[Opening Data under study section]
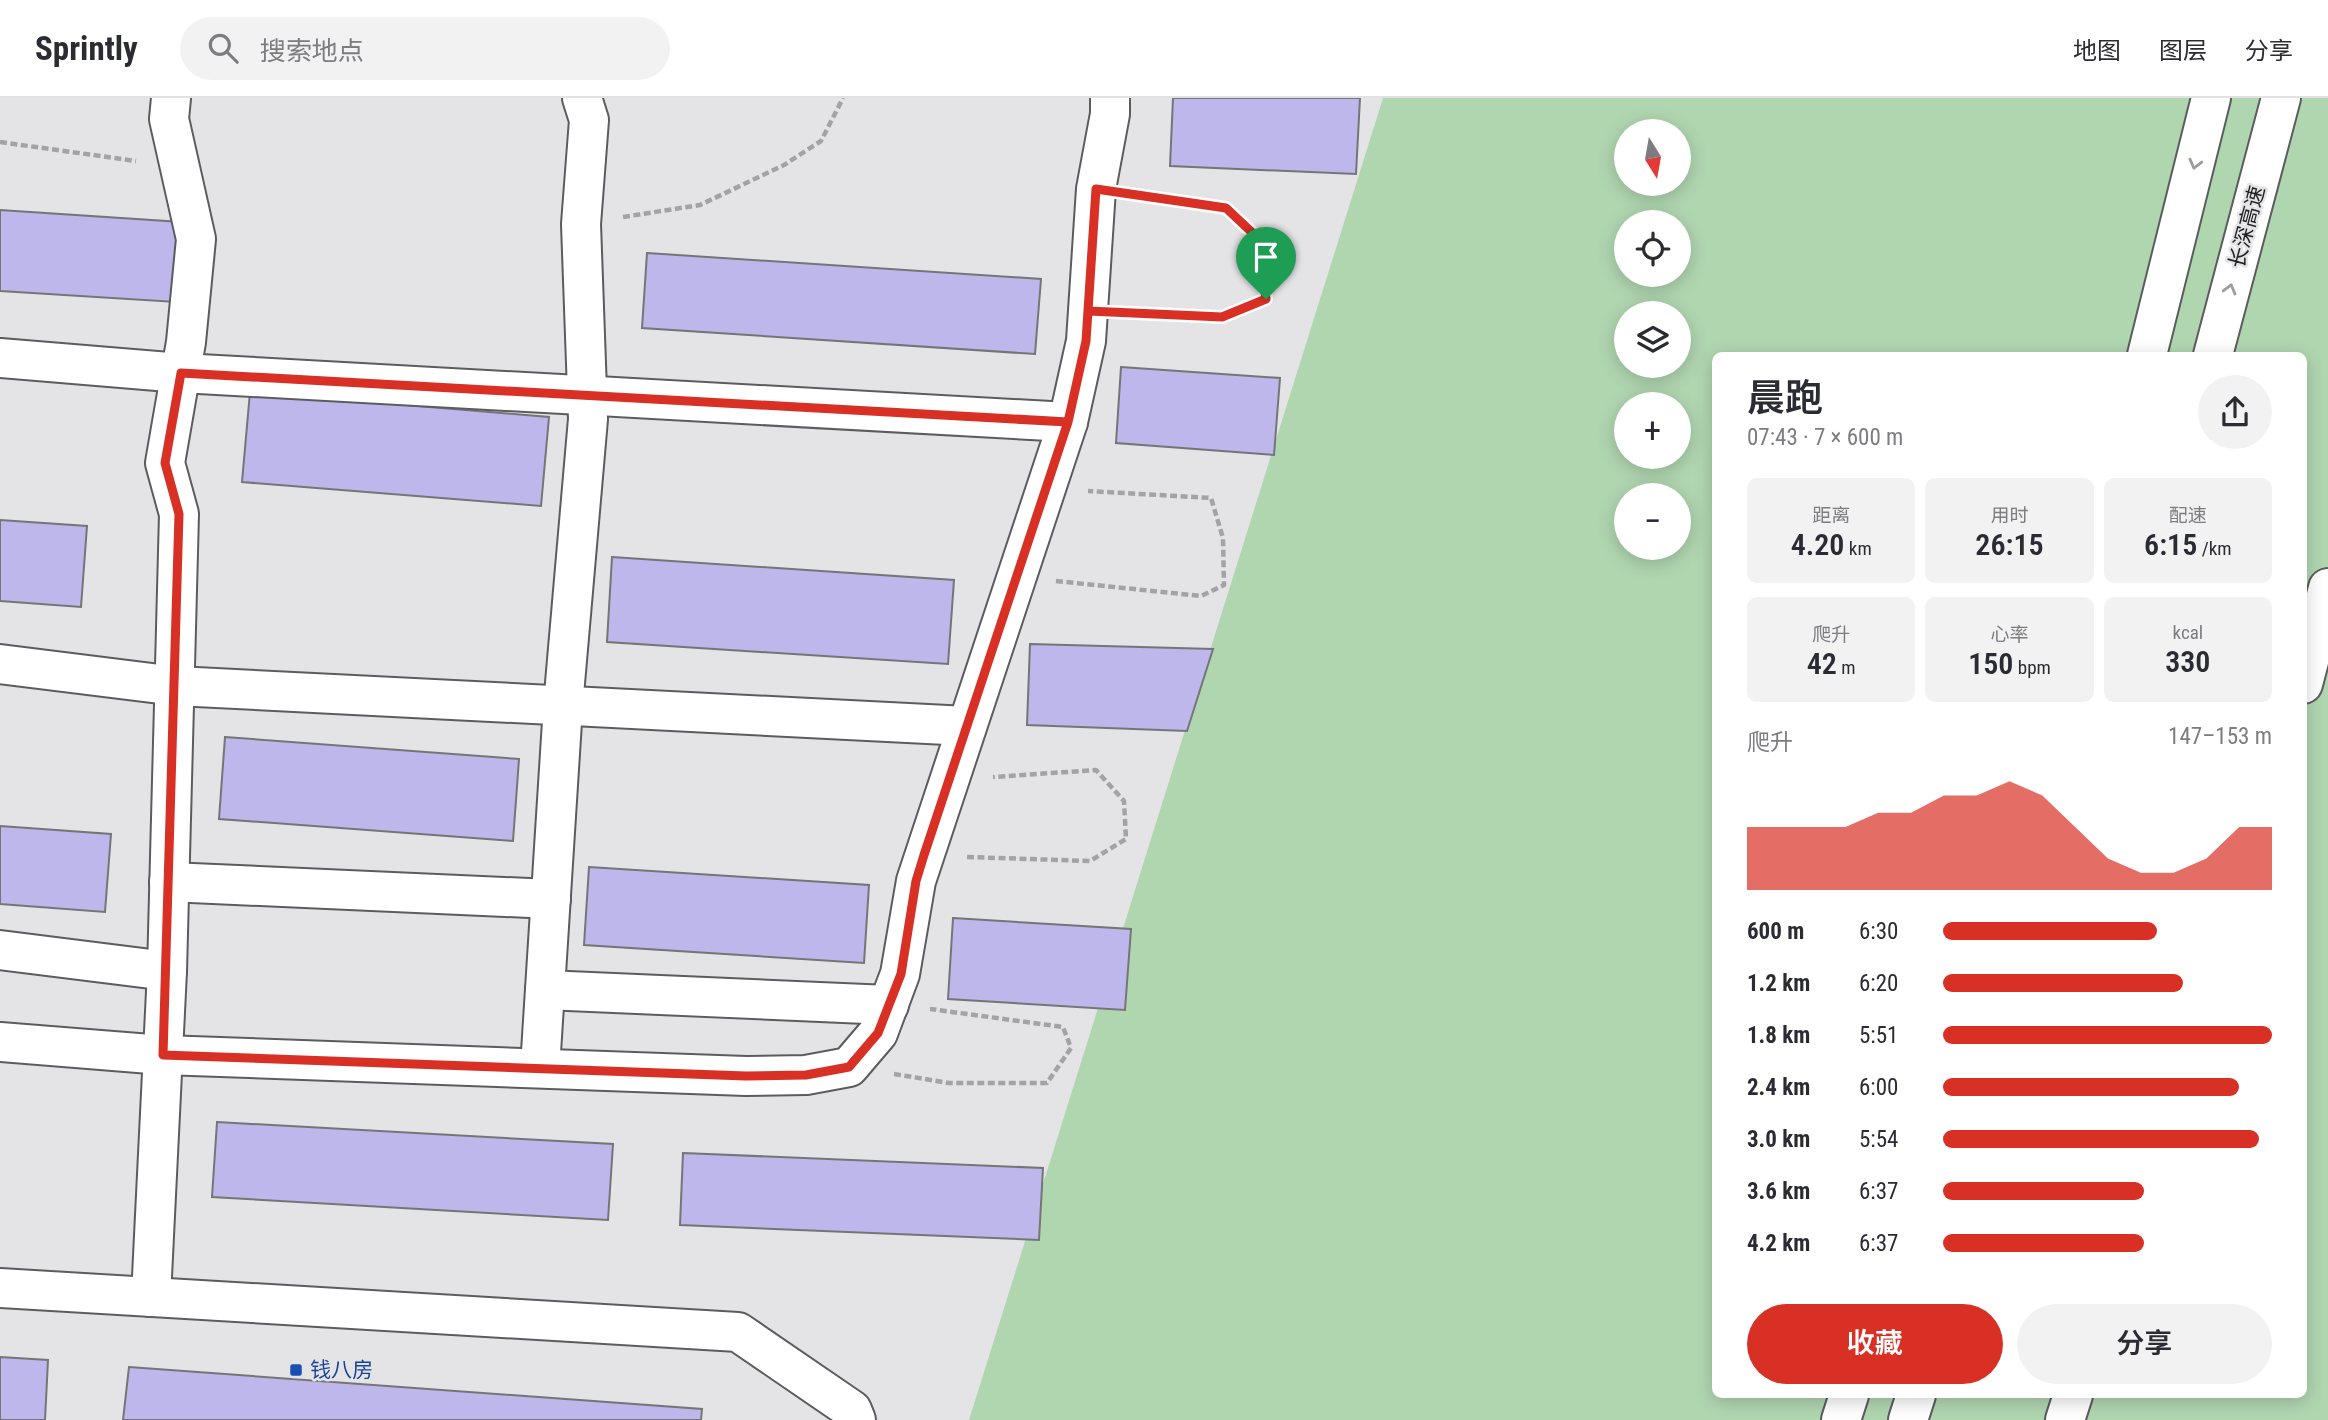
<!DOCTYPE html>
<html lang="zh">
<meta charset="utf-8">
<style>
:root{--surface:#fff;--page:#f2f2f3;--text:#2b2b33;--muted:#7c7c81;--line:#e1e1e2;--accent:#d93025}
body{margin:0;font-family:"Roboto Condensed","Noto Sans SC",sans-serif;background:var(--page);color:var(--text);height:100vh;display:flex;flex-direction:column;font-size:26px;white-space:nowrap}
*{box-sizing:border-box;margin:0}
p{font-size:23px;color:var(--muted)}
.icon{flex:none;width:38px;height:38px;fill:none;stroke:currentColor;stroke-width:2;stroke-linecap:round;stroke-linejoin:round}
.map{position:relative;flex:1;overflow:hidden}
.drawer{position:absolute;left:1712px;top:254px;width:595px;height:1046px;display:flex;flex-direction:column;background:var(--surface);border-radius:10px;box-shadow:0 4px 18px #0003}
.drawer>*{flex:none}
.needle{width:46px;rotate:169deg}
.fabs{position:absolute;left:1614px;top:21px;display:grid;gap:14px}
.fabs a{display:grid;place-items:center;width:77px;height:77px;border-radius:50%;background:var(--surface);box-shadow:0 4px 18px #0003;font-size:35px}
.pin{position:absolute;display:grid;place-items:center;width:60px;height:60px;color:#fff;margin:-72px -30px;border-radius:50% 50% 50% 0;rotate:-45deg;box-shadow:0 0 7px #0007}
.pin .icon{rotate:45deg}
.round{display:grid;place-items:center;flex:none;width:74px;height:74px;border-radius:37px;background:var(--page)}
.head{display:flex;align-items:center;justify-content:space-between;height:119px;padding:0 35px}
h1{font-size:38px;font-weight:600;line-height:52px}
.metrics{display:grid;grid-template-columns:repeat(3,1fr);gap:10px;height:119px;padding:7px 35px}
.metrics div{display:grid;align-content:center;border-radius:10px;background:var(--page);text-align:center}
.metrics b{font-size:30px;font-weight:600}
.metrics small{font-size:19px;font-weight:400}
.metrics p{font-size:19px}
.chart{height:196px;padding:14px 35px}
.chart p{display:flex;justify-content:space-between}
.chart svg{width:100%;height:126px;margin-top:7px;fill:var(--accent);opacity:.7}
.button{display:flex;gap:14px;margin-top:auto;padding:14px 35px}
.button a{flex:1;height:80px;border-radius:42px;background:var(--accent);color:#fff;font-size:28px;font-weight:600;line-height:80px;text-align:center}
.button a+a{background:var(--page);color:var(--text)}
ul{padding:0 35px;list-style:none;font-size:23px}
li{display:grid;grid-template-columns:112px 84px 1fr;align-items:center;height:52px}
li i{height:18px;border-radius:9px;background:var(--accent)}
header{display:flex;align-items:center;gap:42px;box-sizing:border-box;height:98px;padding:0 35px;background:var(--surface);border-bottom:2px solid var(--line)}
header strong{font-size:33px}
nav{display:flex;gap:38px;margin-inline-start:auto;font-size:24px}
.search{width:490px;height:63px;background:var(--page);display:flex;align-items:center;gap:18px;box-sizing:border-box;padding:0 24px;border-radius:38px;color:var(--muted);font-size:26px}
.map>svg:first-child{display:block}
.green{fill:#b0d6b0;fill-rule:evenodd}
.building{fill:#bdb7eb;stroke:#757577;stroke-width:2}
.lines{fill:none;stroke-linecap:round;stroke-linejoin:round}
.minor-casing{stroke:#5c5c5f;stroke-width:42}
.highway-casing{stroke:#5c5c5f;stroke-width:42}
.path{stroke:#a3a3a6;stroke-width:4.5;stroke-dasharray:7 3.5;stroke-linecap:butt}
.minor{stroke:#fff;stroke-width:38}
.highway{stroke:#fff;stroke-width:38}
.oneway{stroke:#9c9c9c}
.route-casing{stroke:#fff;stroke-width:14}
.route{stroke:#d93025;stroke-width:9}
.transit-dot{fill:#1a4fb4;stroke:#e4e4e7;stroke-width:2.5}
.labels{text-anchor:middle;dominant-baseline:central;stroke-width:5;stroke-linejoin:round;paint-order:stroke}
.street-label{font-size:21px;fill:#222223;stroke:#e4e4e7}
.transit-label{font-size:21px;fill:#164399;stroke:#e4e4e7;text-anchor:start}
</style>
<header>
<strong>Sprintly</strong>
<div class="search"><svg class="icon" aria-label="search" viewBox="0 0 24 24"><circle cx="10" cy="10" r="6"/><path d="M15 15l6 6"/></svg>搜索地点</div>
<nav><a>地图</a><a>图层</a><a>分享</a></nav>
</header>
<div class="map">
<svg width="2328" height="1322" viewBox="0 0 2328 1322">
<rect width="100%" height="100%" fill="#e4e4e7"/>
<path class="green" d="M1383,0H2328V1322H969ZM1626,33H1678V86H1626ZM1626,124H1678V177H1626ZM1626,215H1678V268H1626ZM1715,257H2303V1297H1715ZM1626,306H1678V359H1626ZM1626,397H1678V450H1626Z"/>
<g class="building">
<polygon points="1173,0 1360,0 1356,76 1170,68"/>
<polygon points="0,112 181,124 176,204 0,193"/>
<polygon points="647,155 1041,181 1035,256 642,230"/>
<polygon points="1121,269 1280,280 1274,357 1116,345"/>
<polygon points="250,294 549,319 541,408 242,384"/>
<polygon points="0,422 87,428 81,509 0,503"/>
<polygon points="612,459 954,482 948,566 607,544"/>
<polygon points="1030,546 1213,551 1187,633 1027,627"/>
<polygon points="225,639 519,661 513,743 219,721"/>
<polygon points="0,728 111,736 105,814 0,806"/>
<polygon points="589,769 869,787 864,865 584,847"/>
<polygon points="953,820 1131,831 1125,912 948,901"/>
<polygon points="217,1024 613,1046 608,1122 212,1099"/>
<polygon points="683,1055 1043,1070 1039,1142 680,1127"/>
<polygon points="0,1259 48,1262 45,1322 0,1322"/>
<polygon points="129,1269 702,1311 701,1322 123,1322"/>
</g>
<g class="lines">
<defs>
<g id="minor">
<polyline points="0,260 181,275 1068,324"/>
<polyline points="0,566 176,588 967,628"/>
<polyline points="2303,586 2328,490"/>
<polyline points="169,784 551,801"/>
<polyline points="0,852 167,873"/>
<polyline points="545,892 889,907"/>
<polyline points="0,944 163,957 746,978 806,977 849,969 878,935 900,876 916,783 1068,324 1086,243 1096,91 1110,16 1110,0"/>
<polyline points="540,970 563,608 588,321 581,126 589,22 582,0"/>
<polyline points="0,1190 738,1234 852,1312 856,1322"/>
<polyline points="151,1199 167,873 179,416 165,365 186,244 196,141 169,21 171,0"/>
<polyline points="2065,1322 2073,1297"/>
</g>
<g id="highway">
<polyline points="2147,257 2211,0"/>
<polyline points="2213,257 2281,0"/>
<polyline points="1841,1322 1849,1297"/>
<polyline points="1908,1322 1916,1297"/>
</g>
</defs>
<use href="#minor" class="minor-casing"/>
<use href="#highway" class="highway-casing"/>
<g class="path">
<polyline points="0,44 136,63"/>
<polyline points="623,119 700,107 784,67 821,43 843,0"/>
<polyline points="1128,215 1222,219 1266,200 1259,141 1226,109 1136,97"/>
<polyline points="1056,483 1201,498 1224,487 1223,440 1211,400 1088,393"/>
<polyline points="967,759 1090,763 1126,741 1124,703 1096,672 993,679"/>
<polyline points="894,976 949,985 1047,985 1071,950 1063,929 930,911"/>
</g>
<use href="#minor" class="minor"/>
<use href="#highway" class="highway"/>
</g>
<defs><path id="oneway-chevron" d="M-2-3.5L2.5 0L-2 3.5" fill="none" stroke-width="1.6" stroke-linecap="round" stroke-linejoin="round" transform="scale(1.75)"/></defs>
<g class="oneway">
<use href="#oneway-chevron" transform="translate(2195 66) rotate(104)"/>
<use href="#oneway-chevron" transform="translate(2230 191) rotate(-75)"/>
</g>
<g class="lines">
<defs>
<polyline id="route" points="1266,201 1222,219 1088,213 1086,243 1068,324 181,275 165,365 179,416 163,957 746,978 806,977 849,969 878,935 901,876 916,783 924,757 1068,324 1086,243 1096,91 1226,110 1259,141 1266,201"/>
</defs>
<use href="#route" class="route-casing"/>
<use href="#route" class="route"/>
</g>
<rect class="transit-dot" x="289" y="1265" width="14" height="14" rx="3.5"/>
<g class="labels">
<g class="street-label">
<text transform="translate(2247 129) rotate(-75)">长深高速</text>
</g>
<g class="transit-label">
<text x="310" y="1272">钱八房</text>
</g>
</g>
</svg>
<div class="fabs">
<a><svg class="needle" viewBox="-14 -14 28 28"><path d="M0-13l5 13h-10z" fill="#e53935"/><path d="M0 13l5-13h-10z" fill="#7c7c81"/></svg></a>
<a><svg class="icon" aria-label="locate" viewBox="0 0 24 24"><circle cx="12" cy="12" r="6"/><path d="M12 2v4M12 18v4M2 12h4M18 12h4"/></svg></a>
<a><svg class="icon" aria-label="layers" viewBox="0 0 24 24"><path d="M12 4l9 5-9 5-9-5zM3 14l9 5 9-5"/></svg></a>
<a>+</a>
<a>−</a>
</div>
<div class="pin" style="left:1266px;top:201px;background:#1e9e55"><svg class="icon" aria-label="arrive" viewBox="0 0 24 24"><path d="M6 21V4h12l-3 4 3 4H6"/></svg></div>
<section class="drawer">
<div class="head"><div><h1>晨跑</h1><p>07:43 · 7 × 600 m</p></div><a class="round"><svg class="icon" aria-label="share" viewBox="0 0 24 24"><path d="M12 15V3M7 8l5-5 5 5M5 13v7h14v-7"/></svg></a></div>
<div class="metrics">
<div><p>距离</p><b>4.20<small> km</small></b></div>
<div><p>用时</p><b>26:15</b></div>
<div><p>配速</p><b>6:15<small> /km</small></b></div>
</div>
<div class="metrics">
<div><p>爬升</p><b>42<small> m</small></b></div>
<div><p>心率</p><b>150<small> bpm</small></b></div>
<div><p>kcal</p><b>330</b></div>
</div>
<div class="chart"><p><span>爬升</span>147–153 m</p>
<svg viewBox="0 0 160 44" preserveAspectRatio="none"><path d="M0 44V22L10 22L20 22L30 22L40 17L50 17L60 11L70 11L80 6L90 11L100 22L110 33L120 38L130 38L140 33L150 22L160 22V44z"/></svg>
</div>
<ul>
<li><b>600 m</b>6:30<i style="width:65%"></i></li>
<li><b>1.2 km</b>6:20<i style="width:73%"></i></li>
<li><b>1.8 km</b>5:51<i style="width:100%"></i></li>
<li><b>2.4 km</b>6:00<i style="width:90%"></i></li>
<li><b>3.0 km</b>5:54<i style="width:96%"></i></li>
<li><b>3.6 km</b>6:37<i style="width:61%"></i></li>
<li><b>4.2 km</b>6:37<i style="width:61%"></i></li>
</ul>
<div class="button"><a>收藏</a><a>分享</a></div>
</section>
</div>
[Closing Data under study section]
■ **Try it**
If a line of the records above includes the word "shadow", count it; state the final number with no other words.

■ **Result**
3